### Exercise description
Only the number should be given: how many lines below contain "solid".

### The input
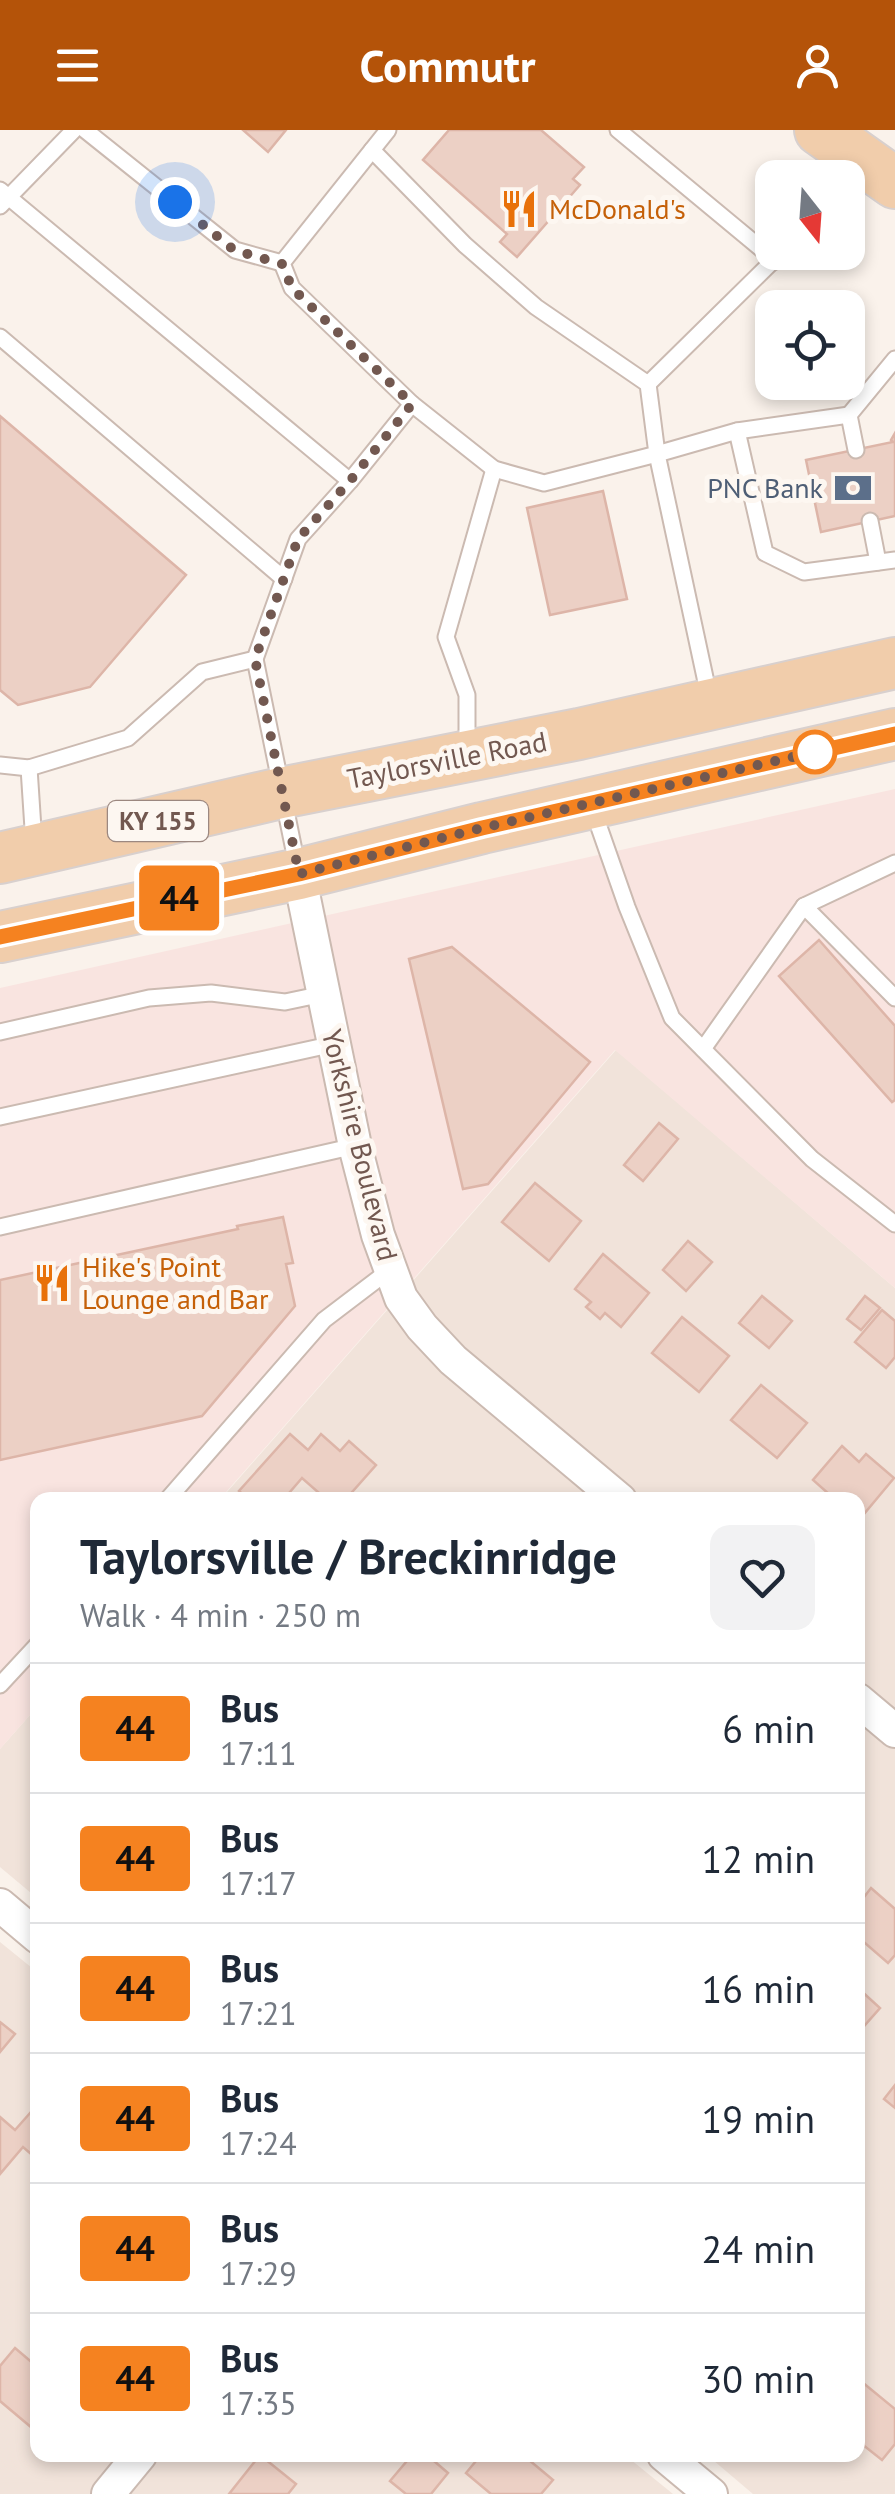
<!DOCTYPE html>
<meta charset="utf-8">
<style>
body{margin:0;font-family:"PT Sans",sans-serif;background:#f2f2f3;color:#1f2937;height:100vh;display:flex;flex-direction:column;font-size:38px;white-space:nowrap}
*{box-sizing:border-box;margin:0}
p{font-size:32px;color:#747a83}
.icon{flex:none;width:55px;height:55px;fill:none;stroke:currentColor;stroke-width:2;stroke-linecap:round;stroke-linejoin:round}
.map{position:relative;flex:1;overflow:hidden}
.drawer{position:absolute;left:30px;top:1362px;width:835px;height:970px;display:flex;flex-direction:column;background:#fff;border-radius:20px;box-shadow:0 5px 15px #0003}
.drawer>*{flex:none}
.badge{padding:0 20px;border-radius:8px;font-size:35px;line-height:65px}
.needle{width:65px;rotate:163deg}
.buttons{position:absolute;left:755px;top:30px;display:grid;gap:20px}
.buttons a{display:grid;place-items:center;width:110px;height:110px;border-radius:20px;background:#fff;box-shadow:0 5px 15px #0003;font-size:50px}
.you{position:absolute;width:50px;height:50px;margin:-25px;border:8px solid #fff;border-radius:50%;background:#1a73e8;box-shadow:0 0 0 15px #1a73e833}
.map>.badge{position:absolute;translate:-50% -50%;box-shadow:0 0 0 5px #fff}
.round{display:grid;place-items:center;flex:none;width:105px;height:105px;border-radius:20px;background:#f2f2f3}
.head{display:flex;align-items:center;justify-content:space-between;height:170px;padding:0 50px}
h1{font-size:48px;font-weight:700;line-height:75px}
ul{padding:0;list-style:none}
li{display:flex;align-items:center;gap:30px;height:130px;padding:0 50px;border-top:2px solid #e0e1e3}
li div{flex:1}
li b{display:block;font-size:38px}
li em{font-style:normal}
li .badge{min-width:110px;font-weight:700;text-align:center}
header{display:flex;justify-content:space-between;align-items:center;height:130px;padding:0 50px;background:#b45309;color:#fff;font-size:45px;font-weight:700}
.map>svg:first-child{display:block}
.residential{fill:#f1e3da}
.commercial{fill:#f9e4e0}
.building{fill:#ecd0c5;stroke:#ddb5a8;stroke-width:2.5}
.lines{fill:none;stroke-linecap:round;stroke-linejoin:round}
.lane-casing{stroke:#cbbab1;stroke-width:19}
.street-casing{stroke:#cbbab1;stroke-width:36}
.primary-casing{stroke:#d8d0ce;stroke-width:54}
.lane{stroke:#fff;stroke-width:15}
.street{stroke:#fff;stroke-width:32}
.primary{stroke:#f1cdab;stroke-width:50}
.line-casing{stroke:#fff;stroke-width:22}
.line{stroke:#f58220;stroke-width:15}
.walk{stroke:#725850;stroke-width:10;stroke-dasharray:0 18}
.stop-dot{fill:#fff;stroke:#f58220;stroke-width:5}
.labels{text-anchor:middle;stroke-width:10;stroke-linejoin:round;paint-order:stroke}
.shield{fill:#fdf7f1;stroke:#9c8880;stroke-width:2.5}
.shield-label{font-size:25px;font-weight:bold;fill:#725850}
.food-label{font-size:28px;fill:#c56008;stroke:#fdf7f1;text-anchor:start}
.service-label{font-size:28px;fill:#4e5e75;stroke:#fdf7f1;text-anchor:end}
.street-label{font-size:28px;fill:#725850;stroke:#fdf7f1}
</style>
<header><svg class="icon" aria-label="menu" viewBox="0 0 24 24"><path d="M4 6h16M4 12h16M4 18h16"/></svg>Commutr<svg class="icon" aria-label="person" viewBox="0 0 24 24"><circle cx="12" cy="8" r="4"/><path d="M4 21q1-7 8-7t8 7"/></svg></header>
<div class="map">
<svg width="895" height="2364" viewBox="0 0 895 2364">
<rect width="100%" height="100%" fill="#faf2eb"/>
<!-- residential -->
<g class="residential">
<path d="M616,920L895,1158V2364H753L707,2325H858V1370H220Z"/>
<path d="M37,1577V1768L0,1737V1619Z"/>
<path d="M0,1812L37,1842L38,2325H625L673,2364H0Z"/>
</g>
<!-- commercial -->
<path class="commercial" d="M895,659V1158L615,920L219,1370H38L37,1577L0,1619V858Z"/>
<!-- building -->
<g class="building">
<path d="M243,0H286L268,22Z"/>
<path d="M449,0H541L584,37L573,49L580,55L517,127L500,112L507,104L423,30Z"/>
<path d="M0,286L186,445L90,557L18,575L0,560Z"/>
<path d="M895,303V386L821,402L806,330L893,312L891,310Z"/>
<path d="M603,361L627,469L550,485L527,378Z"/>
<path d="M819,810L895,896V970L892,972L779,846Z"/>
<path d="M452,817L590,932L488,1054L463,1059L409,829Z"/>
<path d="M659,993L678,1009L643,1051L624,1035Z"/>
<path d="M535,1053L581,1091L549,1131L502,1092Z"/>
<path d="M283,1087L293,1133L286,1134L295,1176L202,1286L0,1330V1150L238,1099L237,1096Z"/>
<path d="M688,1111L712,1132L686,1161L663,1140Z"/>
<path d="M603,1124L649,1163L621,1197L605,1183L600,1189L586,1177L591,1172L575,1159Z"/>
<path d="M762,1166L792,1191L769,1218L739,1193Z"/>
<path d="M865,1166L880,1178L861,1200L847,1189Z"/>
<path d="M882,1180L895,1191V1227L886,1238L855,1212Z"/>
<path d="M682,1187L729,1226L699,1262L652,1223Z"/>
<path d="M761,1255L807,1293L777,1328L731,1290Z"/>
<path d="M290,1304L308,1320L321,1304L340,1321L349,1311L376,1335L345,1370H327L302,1348L283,1370H249L239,1361Z"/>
<path d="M842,1316L859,1332L866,1324L894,1348L859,1390L858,1370H826L830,1365L813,1350Z"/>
<path d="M871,1758L895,1779V1825L888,1833L858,1807V1775Z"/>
<path d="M858,1858L880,1878L858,1903Z"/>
<path d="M0,1892L15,1904L0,1922Z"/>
<path d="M895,1955V1978L884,1969Z"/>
<path d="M38,1974V2030L23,2017L0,2044V1987L15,2000Z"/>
<path d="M15,2218L35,2235L38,2232V2303L0,2271V2236Z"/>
<path d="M862,2252L895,2279V2314L882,2330L858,2311V2258Z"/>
<path d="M260,2325L296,2354L288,2364H229Z"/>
<path d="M412,2325H427L448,2343L431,2364H406L390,2351Z"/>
<path d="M481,2325H523L553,2350L541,2364H491L466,2343Z"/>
</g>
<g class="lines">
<!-- lane casing -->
<g class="lane-casing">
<g id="lane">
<path d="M85,0L235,120L282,133"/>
<path d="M388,0L282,133L292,158L412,274"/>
<path d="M618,0L776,131"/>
<path d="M0,60L350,351"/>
<path d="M0,76L74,0"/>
<path d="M0,207L284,449"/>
<path d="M648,254L782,122"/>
<path d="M737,301L765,423L804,442L895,430"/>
<path d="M856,320L849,285L895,229"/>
<path d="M870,391L878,432"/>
<path d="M255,529L297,735"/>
<path d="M709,566L657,324L737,301L849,285"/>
<path d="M467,617V565L446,507L494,339"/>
<path d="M0,635L29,638L128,608L202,542L255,529L298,409L350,351L412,274L494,339L544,353L657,324L648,254L536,177L465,115L372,20"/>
<path d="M29,638L34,714"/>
<path d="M592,677L627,777L672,888L812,1029L895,1094"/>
<path d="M895,733L804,776L895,868"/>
<path d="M0,902L149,868L211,863L285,872L323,864"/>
<path d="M703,919L804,776"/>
<path d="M0,987L334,914"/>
<path d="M0,1097L355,1016"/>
<path d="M167,1370L324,1190L391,1139"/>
<path d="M0,1555L38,1514"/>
</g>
</g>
<!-- street casing -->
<g class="street-casing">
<g id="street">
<path d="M299,744L355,1016L378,1105L401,1168L422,1197L453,1230L620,1370"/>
<path d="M858,1570L895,1601"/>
<path d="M0,1775L38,1807"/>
<path d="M664,2325L711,2364"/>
<path d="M108,2364L140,2325"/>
</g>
</g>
<!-- primary casing -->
<g class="primary-casing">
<g id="primary">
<path d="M820,0L895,53"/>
<path d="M0,728L281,663L579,604L895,533"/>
<path d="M0,807L299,744L482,698L895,604"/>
</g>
</g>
<!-- lane -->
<use href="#lane" class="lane"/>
<!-- street -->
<use href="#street" class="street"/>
<!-- primary -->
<use href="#primary" class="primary"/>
</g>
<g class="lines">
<!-- line casing -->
<g class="line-casing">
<path id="line" d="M0,807L299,744L482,698L895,604"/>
</g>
<!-- line -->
<use href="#line" class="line"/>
<!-- walk -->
<path class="walk" d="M175,72L234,120L282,134L292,158L412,274L350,351L298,409L255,529L299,744L482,698L815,622"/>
</g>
<!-- icons -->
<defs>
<g id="restaurant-bare" transform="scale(3)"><path d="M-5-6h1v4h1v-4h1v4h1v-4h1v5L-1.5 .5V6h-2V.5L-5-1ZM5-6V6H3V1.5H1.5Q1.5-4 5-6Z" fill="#e8710a" stroke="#fdf7f1" stroke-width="2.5" paint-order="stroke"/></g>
<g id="bank-bare" transform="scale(3)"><path d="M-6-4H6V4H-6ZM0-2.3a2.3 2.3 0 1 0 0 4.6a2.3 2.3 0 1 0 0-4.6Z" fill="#5c6f8a" stroke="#fdf7f1" stroke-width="2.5" paint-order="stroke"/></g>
</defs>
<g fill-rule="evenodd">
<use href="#restaurant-bare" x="519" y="79"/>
<use href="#bank-bare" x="853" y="358"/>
<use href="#restaurant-bare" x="52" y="1153"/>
</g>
<!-- markers -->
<circle class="stop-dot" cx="815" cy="622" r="20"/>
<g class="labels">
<!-- shield labels -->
<rect class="shield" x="108" y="671" width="100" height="40" rx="8"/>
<g class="shield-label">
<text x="158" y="700">KY 155</text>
</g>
<!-- food labels -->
<g class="food-label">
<text x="549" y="89">McDonald's</text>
<text x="82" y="1147">Hike's Point<tspan x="82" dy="32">Lounge and Bar</tspan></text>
</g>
<!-- service labels -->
<g class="service-label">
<text x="823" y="368">PNC Bank</text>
</g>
<!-- street labels -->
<g class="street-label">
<text transform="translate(447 630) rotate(-11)" y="10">Taylorsville Road</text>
<text transform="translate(360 1015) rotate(76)" y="10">Yorkshire Boulevard</text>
</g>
</g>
</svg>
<div class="buttons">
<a><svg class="needle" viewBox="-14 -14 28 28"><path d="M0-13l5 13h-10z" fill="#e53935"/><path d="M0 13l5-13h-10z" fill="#747a83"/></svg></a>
<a><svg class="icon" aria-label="locate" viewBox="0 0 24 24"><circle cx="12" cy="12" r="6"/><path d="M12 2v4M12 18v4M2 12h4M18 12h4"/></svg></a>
</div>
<div class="you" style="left:175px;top:72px"></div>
<b class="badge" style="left:179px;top:768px;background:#f58220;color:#111">44</b>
<section class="drawer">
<div class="head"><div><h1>Taylorsville / Breckinridge</h1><p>Walk · 4 min · 250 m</p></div><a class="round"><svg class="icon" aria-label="heart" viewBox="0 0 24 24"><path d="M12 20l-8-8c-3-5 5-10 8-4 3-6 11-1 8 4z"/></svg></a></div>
<ul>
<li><span class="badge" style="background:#f58220;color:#111">44</span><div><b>Bus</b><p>17:11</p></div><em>6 min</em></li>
<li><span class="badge" style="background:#f58220;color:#111">44</span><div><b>Bus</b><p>17:17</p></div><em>12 min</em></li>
<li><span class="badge" style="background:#f58220;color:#111">44</span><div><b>Bus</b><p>17:21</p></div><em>16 min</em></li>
<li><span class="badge" style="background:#f58220;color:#111">44</span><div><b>Bus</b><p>17:24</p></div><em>19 min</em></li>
<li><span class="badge" style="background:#f58220;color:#111">44</span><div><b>Bus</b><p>17:29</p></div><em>24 min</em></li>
<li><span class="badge" style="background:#f58220;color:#111">44</span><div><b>Bus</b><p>17:35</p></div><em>30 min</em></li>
</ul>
</section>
</div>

### Finished exercise
2